The dataset contains 34.000 pairs.
To solve this, I use a character based tokenizer to transform text into integers:
tokenizer = keras.preprocessing.text.Tokenizer(filters='', char_level=True, oov_token="|")
I use an LSTM encoder-decoder model and I expect it, to reach an perfect accuracy, since the dependency between X and Y can be solved perfectly.
However, I reach up to an maximum of 72% of accuracy. Even worse, the accuracy is only reaching that much, because the padding is generated well. E.g. most of the Y values are pretty short and are therefore padded. So 12.02.2001
becomes e.g. ||||||||||||||||||||12.02.2001
. So the model learns well to generate the padding token, but not the expected value.
This is the model structure I used at my latest test:
from tensorflow.keras.layers import Concatenate
encoder_inputs = keras.layers.Input(batch_input_shape=[32,None], dtype=np.int32)
decoder_inputs = keras.layers.Input(batch_input_shape=[32,None], dtype=np.int32)
embeddings = keras.layers.Embedding(vocab_size, 1)
encoder_embeddings = embeddings(encoder_inputs)
decoder_embeddings = embeddings(decoder_inputs)

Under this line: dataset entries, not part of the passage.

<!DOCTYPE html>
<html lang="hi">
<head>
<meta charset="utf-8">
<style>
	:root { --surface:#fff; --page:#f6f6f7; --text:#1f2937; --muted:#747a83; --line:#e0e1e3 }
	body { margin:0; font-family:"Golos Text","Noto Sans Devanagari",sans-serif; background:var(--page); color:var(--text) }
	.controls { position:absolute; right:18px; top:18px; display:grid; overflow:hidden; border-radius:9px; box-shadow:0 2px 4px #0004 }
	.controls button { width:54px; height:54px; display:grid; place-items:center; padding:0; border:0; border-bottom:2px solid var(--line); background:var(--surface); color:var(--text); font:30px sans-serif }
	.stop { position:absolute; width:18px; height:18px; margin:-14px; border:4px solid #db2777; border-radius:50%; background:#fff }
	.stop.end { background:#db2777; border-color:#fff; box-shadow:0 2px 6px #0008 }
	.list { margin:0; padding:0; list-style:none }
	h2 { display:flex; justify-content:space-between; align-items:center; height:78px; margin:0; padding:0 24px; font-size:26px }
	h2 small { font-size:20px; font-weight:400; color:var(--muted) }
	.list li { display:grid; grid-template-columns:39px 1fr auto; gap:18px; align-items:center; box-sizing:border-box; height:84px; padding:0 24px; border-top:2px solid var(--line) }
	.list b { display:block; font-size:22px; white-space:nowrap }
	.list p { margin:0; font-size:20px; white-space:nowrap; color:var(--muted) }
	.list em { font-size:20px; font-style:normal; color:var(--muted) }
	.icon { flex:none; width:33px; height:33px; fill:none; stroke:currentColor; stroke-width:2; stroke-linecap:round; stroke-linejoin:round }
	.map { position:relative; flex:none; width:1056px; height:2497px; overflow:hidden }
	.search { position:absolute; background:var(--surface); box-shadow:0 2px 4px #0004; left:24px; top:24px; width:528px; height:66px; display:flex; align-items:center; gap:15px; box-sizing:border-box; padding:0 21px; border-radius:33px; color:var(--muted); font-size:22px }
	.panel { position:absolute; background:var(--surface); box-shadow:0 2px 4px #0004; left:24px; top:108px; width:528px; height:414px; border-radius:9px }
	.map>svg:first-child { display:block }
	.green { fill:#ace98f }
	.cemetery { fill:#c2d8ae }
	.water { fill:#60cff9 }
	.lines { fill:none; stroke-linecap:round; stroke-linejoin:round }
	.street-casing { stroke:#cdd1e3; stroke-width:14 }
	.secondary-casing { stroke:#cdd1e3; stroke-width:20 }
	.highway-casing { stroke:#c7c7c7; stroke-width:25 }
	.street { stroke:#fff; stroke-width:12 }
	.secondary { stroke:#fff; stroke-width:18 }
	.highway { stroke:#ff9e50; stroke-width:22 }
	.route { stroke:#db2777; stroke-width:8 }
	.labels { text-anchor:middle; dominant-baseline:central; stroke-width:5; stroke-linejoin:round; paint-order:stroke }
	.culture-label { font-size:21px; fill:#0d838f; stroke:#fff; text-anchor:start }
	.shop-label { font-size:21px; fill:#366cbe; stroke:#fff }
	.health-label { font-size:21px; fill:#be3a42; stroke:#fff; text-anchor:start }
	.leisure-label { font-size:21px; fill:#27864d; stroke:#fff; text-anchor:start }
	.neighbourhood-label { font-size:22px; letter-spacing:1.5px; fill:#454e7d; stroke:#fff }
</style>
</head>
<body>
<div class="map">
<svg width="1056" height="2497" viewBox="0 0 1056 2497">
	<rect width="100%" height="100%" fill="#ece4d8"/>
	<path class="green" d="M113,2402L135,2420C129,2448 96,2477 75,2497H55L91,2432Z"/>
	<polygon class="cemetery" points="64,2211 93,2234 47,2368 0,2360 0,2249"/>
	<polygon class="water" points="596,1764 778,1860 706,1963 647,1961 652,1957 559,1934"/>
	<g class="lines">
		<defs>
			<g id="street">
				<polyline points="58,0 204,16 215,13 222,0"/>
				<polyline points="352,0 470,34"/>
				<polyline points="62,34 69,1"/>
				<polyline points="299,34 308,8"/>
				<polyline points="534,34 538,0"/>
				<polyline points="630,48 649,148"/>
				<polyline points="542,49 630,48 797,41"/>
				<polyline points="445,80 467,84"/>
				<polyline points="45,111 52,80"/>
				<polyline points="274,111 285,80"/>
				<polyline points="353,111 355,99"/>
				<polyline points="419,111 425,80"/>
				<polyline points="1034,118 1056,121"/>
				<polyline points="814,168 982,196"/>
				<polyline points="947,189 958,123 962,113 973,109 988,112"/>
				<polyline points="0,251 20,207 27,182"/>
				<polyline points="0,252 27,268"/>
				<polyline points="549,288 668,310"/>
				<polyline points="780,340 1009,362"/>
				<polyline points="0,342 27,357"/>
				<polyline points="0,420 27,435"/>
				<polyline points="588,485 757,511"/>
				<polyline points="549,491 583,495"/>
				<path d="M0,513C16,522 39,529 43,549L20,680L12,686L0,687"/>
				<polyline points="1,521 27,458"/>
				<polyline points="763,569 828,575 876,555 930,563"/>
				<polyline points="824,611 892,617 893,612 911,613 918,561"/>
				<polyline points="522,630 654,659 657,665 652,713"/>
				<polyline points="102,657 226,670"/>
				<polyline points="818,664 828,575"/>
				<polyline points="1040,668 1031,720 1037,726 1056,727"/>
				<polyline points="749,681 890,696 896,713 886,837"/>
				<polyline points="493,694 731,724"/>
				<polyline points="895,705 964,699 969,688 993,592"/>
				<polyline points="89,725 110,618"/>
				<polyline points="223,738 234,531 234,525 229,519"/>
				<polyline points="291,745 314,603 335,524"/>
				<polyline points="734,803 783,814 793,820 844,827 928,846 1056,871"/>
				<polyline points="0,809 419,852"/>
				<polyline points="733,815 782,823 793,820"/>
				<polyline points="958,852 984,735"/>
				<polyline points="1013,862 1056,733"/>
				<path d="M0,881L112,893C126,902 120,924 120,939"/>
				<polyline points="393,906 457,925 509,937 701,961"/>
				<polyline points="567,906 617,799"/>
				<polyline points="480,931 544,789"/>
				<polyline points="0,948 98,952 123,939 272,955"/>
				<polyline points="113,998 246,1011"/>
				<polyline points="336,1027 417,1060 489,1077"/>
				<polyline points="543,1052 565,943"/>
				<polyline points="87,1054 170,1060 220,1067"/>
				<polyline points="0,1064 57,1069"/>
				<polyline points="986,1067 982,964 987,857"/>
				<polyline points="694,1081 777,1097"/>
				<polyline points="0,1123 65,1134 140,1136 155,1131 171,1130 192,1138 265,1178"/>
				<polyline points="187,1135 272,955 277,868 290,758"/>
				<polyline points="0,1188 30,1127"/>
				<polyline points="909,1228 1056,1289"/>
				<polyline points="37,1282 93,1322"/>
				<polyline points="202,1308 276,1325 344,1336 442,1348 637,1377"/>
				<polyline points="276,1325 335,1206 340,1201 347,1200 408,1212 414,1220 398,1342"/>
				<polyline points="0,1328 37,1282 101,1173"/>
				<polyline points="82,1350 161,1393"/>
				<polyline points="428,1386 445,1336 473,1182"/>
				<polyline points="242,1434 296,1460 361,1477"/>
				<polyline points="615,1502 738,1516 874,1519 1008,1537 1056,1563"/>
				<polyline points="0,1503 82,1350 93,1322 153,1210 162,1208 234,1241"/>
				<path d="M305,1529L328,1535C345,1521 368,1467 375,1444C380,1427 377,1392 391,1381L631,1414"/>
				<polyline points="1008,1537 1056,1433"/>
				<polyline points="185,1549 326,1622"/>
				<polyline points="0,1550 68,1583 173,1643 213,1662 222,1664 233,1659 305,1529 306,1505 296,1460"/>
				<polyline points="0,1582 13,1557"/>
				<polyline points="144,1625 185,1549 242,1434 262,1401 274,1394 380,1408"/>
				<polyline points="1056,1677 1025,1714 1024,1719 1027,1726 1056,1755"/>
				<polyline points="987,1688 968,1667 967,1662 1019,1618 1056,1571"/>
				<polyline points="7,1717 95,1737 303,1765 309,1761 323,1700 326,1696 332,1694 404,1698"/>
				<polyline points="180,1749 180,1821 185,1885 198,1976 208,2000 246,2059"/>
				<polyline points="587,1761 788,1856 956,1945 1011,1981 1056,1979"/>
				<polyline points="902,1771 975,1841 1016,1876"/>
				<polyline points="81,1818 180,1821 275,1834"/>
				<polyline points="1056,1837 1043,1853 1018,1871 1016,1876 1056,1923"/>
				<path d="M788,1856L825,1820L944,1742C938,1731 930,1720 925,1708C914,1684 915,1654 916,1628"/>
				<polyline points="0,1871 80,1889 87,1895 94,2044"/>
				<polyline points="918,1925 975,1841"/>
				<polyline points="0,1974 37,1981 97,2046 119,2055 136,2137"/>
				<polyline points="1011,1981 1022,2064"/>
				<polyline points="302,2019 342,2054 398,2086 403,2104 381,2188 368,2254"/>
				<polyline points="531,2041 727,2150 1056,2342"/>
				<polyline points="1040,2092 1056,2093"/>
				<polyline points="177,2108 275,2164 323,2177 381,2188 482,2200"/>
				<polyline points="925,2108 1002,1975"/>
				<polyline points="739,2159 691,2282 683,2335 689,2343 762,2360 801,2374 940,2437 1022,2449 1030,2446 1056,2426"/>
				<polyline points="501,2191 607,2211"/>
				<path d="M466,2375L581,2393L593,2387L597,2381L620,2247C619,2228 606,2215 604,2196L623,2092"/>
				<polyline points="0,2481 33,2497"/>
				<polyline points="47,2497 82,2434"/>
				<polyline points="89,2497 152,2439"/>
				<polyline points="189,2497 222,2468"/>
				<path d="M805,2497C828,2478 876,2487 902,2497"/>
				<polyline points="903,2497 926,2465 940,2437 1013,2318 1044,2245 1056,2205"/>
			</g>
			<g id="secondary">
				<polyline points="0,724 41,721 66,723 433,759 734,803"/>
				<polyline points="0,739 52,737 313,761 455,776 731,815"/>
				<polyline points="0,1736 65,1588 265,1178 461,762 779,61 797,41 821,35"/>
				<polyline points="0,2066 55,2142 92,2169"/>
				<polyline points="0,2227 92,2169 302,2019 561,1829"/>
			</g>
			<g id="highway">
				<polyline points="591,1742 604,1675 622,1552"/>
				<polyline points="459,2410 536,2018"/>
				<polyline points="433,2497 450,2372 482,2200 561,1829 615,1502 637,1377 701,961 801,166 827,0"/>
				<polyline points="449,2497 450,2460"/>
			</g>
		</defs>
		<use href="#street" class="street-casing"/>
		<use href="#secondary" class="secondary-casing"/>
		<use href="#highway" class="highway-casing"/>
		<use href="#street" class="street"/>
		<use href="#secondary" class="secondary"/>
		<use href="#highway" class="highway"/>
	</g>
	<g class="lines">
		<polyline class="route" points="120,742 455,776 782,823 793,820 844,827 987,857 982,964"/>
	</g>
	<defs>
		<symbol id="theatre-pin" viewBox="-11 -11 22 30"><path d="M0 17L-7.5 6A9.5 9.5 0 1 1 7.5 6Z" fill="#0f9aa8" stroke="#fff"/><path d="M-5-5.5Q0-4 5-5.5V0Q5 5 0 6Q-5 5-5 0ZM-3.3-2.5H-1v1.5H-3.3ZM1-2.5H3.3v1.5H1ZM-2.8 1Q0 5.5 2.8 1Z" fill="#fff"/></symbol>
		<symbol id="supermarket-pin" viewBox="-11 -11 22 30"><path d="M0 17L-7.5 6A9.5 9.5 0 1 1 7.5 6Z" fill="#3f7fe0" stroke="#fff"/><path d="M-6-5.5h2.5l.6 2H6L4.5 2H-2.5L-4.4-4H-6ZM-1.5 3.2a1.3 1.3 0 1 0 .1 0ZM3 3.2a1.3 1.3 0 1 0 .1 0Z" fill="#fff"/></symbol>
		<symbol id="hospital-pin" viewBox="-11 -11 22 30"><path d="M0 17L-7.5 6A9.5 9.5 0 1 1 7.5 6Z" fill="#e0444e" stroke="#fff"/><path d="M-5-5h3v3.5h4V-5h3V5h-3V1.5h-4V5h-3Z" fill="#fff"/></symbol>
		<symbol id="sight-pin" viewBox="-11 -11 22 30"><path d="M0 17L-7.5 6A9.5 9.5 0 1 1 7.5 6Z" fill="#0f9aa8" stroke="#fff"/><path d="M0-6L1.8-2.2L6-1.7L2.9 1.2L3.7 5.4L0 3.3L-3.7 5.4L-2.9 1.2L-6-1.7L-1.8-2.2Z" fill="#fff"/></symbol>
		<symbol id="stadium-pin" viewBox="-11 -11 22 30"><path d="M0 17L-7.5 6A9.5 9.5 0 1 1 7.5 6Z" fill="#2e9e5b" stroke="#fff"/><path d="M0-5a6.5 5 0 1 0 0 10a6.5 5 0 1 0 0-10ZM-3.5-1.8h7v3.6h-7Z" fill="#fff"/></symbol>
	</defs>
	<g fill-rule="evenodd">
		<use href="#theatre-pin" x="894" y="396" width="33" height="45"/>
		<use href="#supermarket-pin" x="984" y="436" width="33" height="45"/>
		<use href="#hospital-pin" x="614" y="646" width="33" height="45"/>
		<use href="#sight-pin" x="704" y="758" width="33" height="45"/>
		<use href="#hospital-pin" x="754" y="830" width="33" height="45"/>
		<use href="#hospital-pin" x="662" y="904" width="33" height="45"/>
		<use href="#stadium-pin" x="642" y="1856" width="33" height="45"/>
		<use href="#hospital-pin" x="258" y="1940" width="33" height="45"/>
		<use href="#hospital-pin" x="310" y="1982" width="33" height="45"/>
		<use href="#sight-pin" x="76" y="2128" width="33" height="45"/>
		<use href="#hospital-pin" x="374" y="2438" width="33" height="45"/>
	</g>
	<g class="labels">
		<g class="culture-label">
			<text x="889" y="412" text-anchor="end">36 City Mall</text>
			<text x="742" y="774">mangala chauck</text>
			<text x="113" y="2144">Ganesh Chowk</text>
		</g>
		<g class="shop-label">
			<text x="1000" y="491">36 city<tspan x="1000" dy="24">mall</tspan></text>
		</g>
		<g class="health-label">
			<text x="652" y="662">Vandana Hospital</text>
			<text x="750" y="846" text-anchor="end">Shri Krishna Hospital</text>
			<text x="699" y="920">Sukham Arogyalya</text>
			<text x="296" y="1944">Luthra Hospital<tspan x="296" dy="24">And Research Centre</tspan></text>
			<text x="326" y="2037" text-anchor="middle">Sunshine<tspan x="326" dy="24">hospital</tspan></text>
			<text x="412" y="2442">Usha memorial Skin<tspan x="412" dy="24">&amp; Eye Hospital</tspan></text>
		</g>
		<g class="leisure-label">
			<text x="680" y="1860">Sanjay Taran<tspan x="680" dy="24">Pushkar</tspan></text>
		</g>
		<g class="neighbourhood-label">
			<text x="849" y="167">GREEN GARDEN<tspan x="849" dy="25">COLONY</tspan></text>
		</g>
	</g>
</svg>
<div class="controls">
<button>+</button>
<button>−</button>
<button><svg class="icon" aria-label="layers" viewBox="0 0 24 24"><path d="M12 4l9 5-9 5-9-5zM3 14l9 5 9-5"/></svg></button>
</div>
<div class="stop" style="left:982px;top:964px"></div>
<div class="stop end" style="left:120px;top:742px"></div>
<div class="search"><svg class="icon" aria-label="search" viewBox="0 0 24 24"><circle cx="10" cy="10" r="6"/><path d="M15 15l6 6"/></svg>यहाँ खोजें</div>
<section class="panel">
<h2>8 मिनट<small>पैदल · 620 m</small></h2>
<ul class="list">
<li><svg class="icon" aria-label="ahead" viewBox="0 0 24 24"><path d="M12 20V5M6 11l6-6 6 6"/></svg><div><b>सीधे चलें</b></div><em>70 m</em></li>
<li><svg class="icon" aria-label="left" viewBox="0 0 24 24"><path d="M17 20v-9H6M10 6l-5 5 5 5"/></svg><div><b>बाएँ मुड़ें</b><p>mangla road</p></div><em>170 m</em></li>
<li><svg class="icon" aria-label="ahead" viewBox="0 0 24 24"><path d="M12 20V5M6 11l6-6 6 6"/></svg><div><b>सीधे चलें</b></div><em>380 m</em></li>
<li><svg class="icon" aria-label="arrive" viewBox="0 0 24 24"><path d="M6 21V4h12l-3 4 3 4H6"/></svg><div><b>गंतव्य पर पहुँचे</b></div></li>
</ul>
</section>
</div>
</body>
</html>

encoder_0 = keras.layers.Dense(128)(encoder_embeddings)
encoder_0d = keras.layers.Dropout(0.4)(encoder_0)
encoder_0_1 = keras.layers.Dense(256)(encoder_0d)
encoder_0_1d = keras.layers.Dropout(0.2)(encoder_0_1)
encoder_0_2 = keras.layers.Dense(128)(encoder_0_1d)
encoder_0_2d = keras.layers.Dropout(0.05)(encoder_0_2)
encoder_0_3 = keras.layers.Dense(64)(encoder_0_2d)
encoder_1 = keras.layers.LSTM(64, return_state=True, return_sequences=True, recurrent_dropout=0.2)
encoder_lstm_bidirectional = keras.layers.Bidirectional(encoder_1)
encoder_output, state_h1, state_c1, state_h2, state_c2 = encoder_lstm_bidirectional(encoder_0_3)
encoder_state = [Concatenate()([state_h1, state_h2]), Concatenate()([state_c1, state_c2])]
sampler = tfa.seq2seq.sampler.TrainingSampler()
decoder_cell = keras.layers.LSTMCell(64*2)
output_layer = keras.layers.Dense(vocab_size)
decoder = tfa.seq2seq.basic_decoder.BasicDecoder(decoder_cell, sampler, output_layer=output_layer)
final_outputs, final_state, final_sequence_lengths = decoder(decoder_embeddings, initial_state=encoder_state,
sequence_length=[sequence_length], training=True)
y_proba = tf.nn.softmax(final_outputs.rnn_output)
model = keras.Model(inputs=[encoder_inputs, decoder_inputs], outputs=[y_proba])
If needed, I can deploy the whole notebook in github, but maybe there is a simple solution, I just did not see so far. Thanks for your help!